May players roam truly everywhere, anytime? How not all paths have to be open in open worlds

The genre of open world games is aimed at players with the motivation to explore—meaning, experience designers must give them a journey. This includes reasons to explore, landscapes that incite exploration, the means to explore, and rewards (be it new items or an experience that feels meaningful to the player). This is a shared responsibility between level designers and game designers.

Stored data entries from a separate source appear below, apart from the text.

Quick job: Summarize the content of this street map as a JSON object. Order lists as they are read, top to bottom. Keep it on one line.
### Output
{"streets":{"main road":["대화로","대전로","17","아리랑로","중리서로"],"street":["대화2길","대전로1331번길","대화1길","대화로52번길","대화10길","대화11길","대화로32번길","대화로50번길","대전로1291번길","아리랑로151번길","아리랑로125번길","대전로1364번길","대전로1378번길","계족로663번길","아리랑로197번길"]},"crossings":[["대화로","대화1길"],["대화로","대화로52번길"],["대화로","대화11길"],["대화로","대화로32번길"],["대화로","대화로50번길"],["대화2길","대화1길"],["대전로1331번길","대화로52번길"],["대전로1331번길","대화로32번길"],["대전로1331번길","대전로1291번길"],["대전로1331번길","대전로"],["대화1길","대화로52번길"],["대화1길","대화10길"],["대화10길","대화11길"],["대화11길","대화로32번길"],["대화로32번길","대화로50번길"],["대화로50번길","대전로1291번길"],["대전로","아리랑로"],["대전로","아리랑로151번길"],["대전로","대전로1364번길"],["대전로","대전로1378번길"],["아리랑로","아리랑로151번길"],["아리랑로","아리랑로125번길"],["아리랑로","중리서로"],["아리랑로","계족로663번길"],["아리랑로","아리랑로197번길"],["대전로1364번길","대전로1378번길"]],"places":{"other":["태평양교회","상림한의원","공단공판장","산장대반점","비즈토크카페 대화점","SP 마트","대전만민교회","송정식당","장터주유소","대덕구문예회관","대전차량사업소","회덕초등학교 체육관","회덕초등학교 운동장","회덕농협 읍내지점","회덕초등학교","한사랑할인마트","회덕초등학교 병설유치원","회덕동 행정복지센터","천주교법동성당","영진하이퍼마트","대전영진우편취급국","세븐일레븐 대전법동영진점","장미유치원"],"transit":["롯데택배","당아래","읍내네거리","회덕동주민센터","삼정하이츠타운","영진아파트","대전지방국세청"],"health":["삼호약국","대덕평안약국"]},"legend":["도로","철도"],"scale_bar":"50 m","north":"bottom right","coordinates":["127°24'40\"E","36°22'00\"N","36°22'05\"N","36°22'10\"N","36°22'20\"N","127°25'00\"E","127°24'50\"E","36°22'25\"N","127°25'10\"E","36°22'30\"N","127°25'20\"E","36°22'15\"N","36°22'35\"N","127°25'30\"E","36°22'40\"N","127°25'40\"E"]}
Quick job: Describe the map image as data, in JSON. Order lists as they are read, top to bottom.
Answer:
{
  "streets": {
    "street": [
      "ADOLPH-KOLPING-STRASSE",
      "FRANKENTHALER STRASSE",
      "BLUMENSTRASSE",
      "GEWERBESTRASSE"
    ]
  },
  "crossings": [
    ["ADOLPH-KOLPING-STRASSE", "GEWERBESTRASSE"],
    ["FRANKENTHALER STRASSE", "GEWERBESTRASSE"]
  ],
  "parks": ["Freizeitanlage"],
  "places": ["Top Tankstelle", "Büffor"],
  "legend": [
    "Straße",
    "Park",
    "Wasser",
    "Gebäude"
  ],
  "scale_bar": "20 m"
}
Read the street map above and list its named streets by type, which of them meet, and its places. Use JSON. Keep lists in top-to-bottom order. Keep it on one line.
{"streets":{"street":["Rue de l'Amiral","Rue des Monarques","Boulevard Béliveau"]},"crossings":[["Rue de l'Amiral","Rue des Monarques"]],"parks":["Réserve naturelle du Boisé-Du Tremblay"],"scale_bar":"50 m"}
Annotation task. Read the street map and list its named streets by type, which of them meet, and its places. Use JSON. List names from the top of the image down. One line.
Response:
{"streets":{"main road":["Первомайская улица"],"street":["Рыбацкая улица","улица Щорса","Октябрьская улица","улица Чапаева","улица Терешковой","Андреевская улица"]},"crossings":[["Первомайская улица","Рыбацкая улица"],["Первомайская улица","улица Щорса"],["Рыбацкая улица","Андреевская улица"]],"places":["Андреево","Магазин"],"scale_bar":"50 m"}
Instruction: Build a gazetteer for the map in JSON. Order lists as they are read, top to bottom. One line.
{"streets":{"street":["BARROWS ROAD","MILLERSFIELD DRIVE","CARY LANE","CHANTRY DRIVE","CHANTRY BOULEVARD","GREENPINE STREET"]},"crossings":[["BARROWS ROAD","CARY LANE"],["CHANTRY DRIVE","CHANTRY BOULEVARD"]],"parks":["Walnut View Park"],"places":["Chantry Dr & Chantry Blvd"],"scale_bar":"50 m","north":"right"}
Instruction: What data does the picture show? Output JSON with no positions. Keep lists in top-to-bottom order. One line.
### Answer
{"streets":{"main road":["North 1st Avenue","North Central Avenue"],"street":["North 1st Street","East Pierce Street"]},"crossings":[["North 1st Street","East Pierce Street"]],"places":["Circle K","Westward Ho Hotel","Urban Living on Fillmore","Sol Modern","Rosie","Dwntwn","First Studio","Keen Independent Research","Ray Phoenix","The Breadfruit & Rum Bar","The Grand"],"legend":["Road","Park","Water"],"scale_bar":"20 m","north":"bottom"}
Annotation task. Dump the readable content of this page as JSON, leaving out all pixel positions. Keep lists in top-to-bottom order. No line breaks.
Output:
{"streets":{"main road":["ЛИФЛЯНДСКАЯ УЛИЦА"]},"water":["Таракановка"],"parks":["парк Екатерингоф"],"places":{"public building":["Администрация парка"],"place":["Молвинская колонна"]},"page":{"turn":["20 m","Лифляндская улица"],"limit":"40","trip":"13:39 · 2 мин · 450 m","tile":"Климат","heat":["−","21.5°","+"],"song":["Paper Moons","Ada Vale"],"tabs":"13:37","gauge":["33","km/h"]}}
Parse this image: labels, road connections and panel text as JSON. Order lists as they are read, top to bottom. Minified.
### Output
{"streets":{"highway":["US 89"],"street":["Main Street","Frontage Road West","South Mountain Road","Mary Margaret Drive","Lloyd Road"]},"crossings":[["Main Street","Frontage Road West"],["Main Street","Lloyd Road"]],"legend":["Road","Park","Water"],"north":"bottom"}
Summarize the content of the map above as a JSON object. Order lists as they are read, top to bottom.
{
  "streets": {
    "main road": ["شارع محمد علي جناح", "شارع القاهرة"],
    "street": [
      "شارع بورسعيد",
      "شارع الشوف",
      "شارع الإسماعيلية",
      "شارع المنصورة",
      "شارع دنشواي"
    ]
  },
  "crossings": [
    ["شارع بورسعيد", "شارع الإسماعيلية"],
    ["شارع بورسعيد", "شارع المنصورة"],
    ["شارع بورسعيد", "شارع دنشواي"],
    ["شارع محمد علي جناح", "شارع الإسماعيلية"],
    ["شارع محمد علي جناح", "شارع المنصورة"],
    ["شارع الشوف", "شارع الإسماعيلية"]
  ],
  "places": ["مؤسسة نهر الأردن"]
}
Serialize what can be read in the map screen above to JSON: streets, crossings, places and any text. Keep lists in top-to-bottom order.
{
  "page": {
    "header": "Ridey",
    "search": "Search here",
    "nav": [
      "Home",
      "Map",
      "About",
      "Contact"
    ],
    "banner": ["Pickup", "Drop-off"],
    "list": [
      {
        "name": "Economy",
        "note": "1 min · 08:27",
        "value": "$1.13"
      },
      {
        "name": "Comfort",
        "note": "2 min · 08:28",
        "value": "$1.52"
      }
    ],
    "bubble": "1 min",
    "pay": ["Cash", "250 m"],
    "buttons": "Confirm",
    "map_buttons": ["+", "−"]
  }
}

Yes, there are games where you could go from spawn, to the ‘end-boss’, and win the game virtually immediately; this would mean us level designers could design a journey all we want, only for players to miss out on them—intentionally or not. Luckily, there are ways for us to subtly steer players where we want them to make sure they receive a more wholesome journey. Here are some ways how:

Increased (combat) difficulty

This one is quite common and fairly easy to enforce. One can easily populate certain areas around the player with more dangerous enemies/terrain—if you know the level pacing of your players well. That said, this can discourage as well as equally encourage players to explore these areas anyway. I think it depends on your target audience, and what their sense of that difficulty is defined as. Don’t forget you are always designing for a certain type of player, and base the experience design around it.

An early encounter with guardians in The Legend of Zelda: Breath of the Wild means certain death for players. However, if players explore an area that is further away, they can obtain a weapon that can reverse the experience.

Need for resources


Imagine a location in the world that holds certain resources or abilities your player wants. However, to efficiently unlock this, players must find something elsewhere in the world to obtain this. Genshin Impact and The Legend of Zelda: Breath of the Wild are the best examples I can think of.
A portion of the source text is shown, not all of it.